_Activity_. Set down the entries exactly as they appear, apart from the images, which stay out.

(Stored data entries)

········

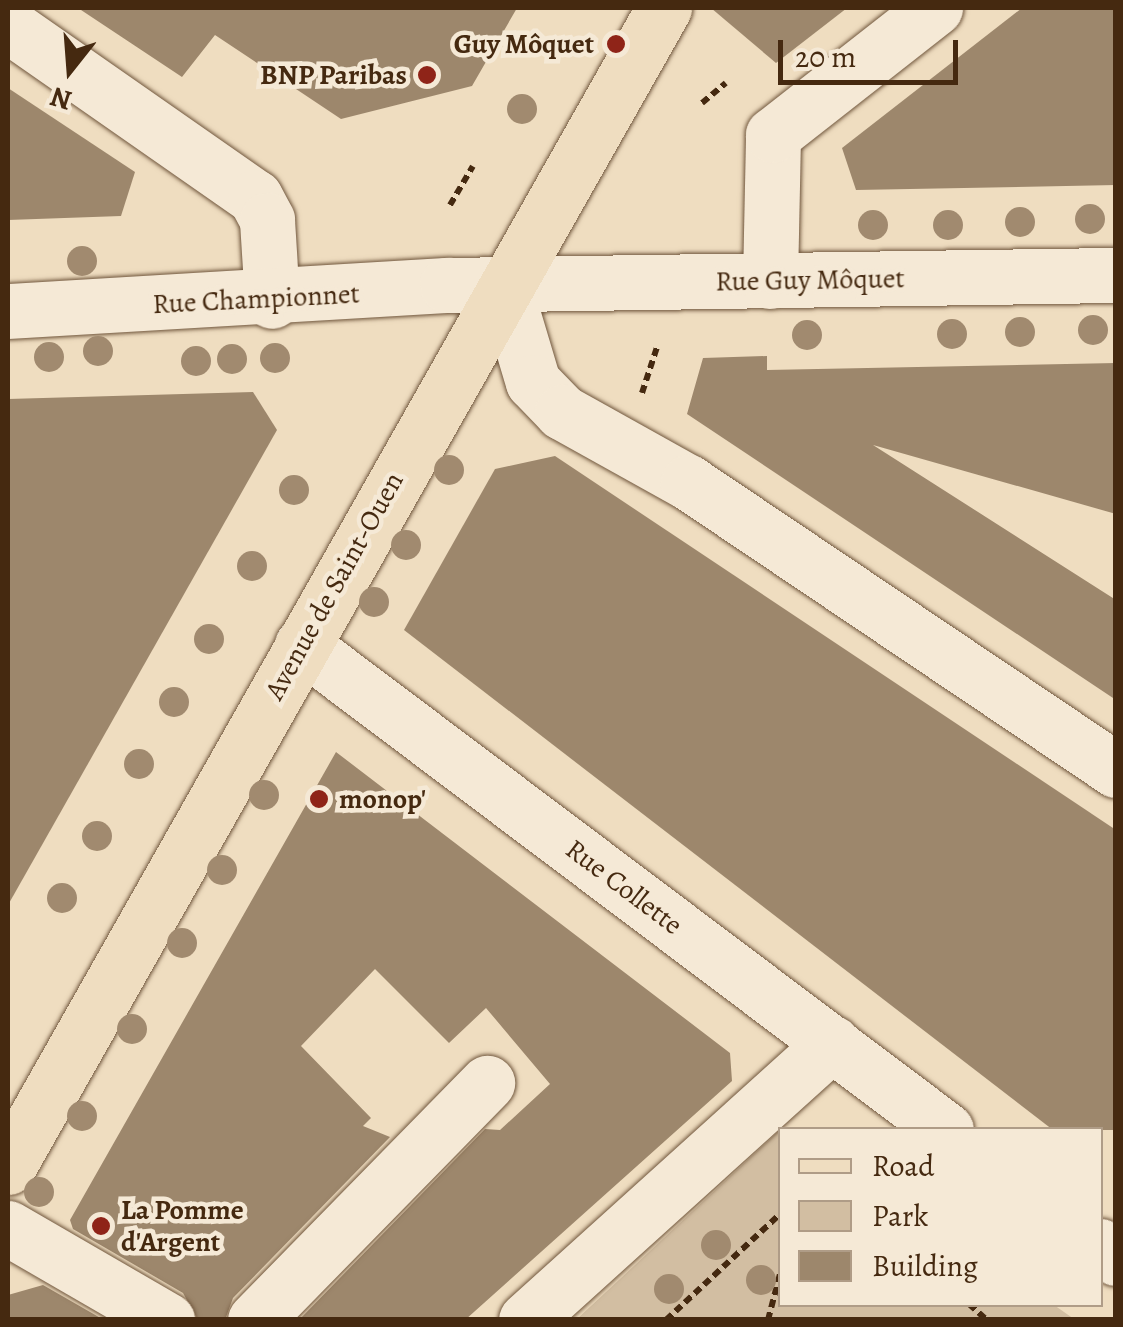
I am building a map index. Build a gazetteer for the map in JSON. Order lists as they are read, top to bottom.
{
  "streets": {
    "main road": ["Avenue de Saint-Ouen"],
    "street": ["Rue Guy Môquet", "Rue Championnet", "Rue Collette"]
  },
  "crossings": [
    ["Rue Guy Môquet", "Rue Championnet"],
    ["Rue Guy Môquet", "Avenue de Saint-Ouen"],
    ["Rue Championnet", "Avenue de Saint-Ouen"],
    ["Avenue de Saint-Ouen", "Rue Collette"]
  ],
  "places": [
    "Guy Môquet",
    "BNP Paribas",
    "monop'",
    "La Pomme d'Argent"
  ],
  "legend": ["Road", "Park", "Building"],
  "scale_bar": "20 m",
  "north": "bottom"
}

········

_Reply to the exercise_.
I am building a map index. Build a gazetteer for the map in JSON. Order lists as they are read, top to bottom.
{
  "streets": {
    "main road": ["Avenue de Saint-Ouen"],
    "street": ["Rue Guy Môquet", "Rue Championnet", "Rue Collette"]
  },
  "crossings": [
    ["Rue Guy Môquet", "Rue Championnet"],
    ["Rue Guy Môquet", "Avenue de Saint-Ouen"],
    ["Rue Championnet", "Avenue de Saint-Ouen"],
    ["Avenue de Saint-Ouen", "Rue Collette"]
  ],
  "places": [
    "Guy Môquet",
    "BNP Paribas",
    "monop'",
    "La Pomme d'Argent"
  ],
  "legend": ["Road", "Park", "Building"],
  "scale_bar": "20 m",
  "north": "bottom"
}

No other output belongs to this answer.